━━━━━ Data below
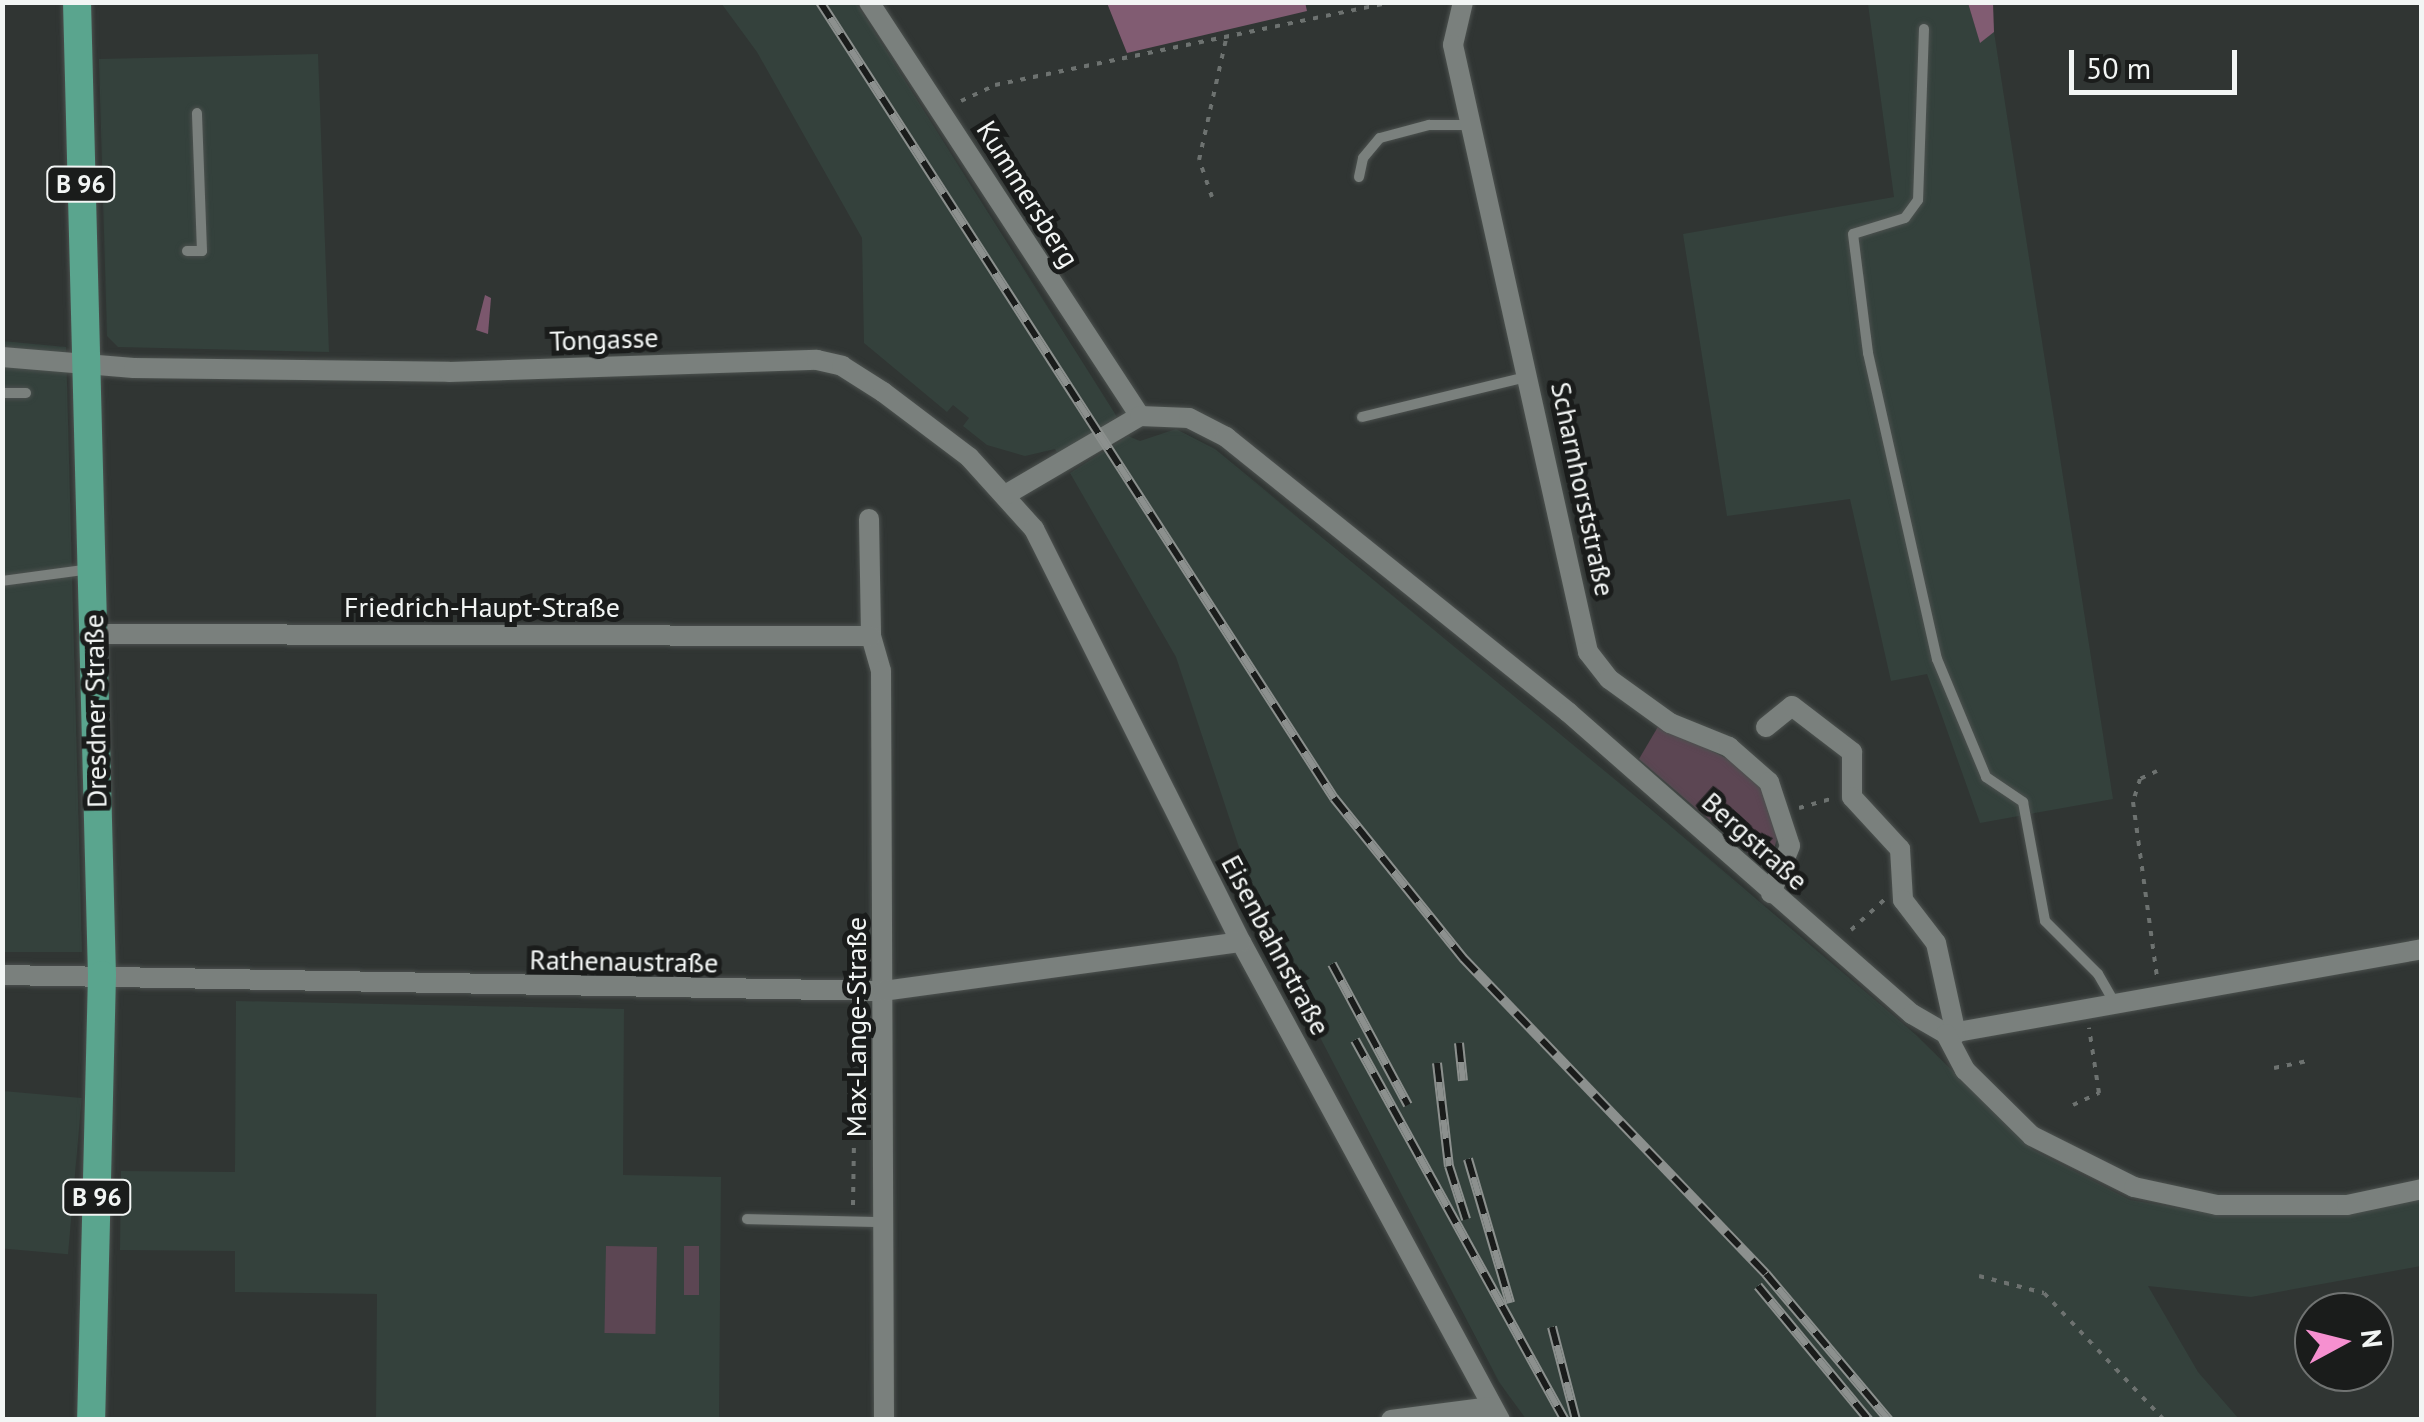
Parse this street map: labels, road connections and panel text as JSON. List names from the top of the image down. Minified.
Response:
{"streets":{"main road":["B 96","Dresdner Straße"],"street":["Kummersberg","Tongasse","Scharnhorststraße","Friedrich-Haupt-Straße","Bergstraße","Eisenbahnstraße","Rathenaustraße","Max-Lange-Straße"]},"crossings":[["Kummersberg","Bergstraße"],["Tongasse","Dresdner Straße"],["Tongasse","Eisenbahnstraße"],["Scharnhorststraße","Bergstraße"],["Friedrich-Haupt-Straße","Dresdner Straße"],["Friedrich-Haupt-Straße","Max-Lange-Straße"],["Dresdner Straße","Rathenaustraße"],["Eisenbahnstraße","Rathenaustraße"],["Rathenaustraße","Max-Lange-Straße"]],"scale_bar":"50 m","north":"right"}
━━━━━━━━━━
Give back the full listing exactly, with pictures dropped.

Parse this street map: labels, road connections and panel text as JSON. List names from the top of the image down. Minified.
Response:
{"streets":{"main road":["B 96","Dresdner Straße"],"street":["Kummersberg","Tongasse","Scharnhorststraße","Friedrich-Haupt-Straße","Bergstraße","Eisenbahnstraße","Rathenaustraße","Max-Lange-Straße"]},"crossings":[["Kummersberg","Bergstraße"],["Tongasse","Dresdner Straße"],["Tongasse","Eisenbahnstraße"],["Scharnhorststraße","Bergstraße"],["Friedrich-Haupt-Straße","Dresdner Straße"],["Friedrich-Haupt-Straße","Max-Lange-Straße"],["Dresdner Straße","Rathenaustraße"],["Eisenbahnstraße","Rathenaustraße"],["Rathenaustraße","Max-Lange-Straße"]],"scale_bar":"50 m","north":"right"}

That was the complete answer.